Here's a way to plot the data using ggplot2. I've also summarized the data frame on the fly within ggplot, using the dplyr and reshape2 packages:
library(ggplot2)
library(reshape2)
library(scales)
ggplot(dat %>% group_by(Month = month(time, label=TRUE)) %>%
summarise(A = sum(grepl("A", what))/n(),
B = sum(grepl("B", what))/n()) %>%
melt(id.var="Month"),
aes(Month, value, colour=variable, group=variable)) +
geom_line() +
theme_bw() +
scale_y_continuous(limits=c(0,0.06), labels=percent_format()) +
labs(colour="", y="")
Regarding your date formatting issue, here's how to get numeric dates: You can turn the day month and year columns into a date using as.Date and/or turn the day, month, year, and time columns into a date-time column using as.POSIXct. Both will have underlying numeric values with a date class attached, so that R treats them as dates in plotting functions and other functions. Once you've done this conversion, you can run the code above to count up tweets by day, month, etc.
# Fake time data
dat2 = data.frame(day=sample(1:28, 10), month=sample(1:12,10), year=2016,
time = paste0(sample(c(paste0(0,0:9),10:12),10),":",sample(10:50,10)))

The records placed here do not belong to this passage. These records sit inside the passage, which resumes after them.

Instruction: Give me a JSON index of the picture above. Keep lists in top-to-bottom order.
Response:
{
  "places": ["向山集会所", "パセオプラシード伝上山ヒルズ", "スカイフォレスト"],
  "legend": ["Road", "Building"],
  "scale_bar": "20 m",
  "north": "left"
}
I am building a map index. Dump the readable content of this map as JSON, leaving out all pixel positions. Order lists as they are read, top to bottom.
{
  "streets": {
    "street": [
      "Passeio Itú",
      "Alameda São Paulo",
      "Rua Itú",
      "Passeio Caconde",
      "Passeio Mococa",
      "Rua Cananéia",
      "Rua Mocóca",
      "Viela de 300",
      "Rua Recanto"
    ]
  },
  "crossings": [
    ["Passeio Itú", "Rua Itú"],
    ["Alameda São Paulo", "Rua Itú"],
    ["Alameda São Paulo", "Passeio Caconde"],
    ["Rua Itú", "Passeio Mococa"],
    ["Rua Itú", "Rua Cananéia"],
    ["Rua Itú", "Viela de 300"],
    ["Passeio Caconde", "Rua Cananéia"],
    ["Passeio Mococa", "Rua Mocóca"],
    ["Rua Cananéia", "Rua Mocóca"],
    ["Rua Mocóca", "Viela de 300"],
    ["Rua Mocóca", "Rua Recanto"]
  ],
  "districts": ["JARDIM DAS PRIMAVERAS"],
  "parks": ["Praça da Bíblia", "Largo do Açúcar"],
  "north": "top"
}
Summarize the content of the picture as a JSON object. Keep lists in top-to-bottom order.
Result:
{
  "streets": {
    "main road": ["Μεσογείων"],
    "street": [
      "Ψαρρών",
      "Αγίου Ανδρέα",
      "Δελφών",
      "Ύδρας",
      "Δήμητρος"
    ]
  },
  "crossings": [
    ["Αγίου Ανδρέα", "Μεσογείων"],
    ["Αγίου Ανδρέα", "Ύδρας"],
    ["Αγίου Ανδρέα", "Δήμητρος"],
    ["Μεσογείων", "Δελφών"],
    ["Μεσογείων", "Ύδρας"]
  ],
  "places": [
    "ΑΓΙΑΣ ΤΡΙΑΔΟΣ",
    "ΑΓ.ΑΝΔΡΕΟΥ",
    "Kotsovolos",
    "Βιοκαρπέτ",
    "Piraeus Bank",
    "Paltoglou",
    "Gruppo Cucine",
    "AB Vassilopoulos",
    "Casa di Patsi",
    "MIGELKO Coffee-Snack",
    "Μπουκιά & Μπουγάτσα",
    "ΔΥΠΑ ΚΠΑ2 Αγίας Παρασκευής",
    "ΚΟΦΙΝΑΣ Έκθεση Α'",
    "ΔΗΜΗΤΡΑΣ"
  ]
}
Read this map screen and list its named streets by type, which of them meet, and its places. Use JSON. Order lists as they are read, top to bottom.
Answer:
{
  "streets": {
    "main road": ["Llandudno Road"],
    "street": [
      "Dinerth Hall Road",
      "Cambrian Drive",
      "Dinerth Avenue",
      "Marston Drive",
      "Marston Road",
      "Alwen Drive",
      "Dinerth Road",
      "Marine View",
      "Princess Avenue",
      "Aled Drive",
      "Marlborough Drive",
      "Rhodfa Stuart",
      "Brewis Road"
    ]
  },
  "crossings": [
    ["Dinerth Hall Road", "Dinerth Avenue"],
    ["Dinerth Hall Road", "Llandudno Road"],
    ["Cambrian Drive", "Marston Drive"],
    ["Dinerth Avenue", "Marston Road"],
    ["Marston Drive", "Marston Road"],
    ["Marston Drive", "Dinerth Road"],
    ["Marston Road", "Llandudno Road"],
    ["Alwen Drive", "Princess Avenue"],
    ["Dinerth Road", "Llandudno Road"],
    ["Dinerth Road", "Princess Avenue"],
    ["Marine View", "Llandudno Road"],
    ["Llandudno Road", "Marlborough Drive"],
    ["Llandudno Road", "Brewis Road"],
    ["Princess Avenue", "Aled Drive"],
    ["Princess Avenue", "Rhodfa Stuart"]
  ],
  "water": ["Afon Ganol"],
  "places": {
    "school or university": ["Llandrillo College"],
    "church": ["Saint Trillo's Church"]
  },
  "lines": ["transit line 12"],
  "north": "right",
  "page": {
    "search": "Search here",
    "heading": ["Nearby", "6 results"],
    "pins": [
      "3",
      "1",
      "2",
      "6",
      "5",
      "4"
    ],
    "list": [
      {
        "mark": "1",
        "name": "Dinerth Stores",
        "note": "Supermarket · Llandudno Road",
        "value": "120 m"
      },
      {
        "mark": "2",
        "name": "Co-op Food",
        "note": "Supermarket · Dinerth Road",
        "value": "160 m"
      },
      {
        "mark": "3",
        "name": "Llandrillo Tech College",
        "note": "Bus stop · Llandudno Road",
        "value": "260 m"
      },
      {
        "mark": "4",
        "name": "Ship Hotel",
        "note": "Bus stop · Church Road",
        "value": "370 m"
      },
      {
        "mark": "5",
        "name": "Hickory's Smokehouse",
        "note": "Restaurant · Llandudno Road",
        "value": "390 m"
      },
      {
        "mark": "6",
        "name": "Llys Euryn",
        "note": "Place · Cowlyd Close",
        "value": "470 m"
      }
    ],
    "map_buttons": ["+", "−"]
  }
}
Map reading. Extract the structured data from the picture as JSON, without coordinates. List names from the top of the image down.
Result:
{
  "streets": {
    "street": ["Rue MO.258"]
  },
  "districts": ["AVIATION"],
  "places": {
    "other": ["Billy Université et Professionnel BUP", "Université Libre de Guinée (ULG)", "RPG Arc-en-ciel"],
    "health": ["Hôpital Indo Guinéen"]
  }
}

# Create date-time format column from existing day/month/year/time columns
dat2$posix.date = with(dat2, as.POSIXct(paste0(year,"-",
sprintf("%02d",month),"-",
sprintf("%02d", day)," ",
time)))
# Create date format column
dat2$date = with(dat2, as.Date(paste0(year,"-",
sprintf("%02d",month),"-",
sprintf("%02d", day))))
dat2
day month year time posix.date date
1 28 10 2016 01:44 2016-10-28 01:44:00 2016-10-28
2 22 6 2016 12:28 2016-06-22 12:28:00 2016-06-22
3 3 4 2016 11:46 2016-04-03 11:46:00 2016-04-03
4 15 8 2016 10:13 2016-08-15 10:13:00 2016-08-15
5 6 2 2016 06:32 2016-02-06 06:32:00 2016-02-06
6 2 12 2016 02:38 2016-12-02 02:38:00 2016-12-02
7 4 11 2016 00:27 2016-11-04 00:27:00 2016-11-04
8 12 3 2016 07:20 2016-03-12 07:20:00 2016-03-12
9 24 5 2016 08:47 2016-05-24 08:47:00 2016-05-24
10 27 1 2016 04:22 2016-01-27 04:22:00 2016-01-27
You can see that the underlying values of a POSIXct date are numeric (number of seconds elapsed since midnight on Jan 1, 1970), by doing as.numeric(dat2$posix.date). Likewise for a Date object (number of days elapsed since Jan 1, 1970): as.numeric(dat2$date).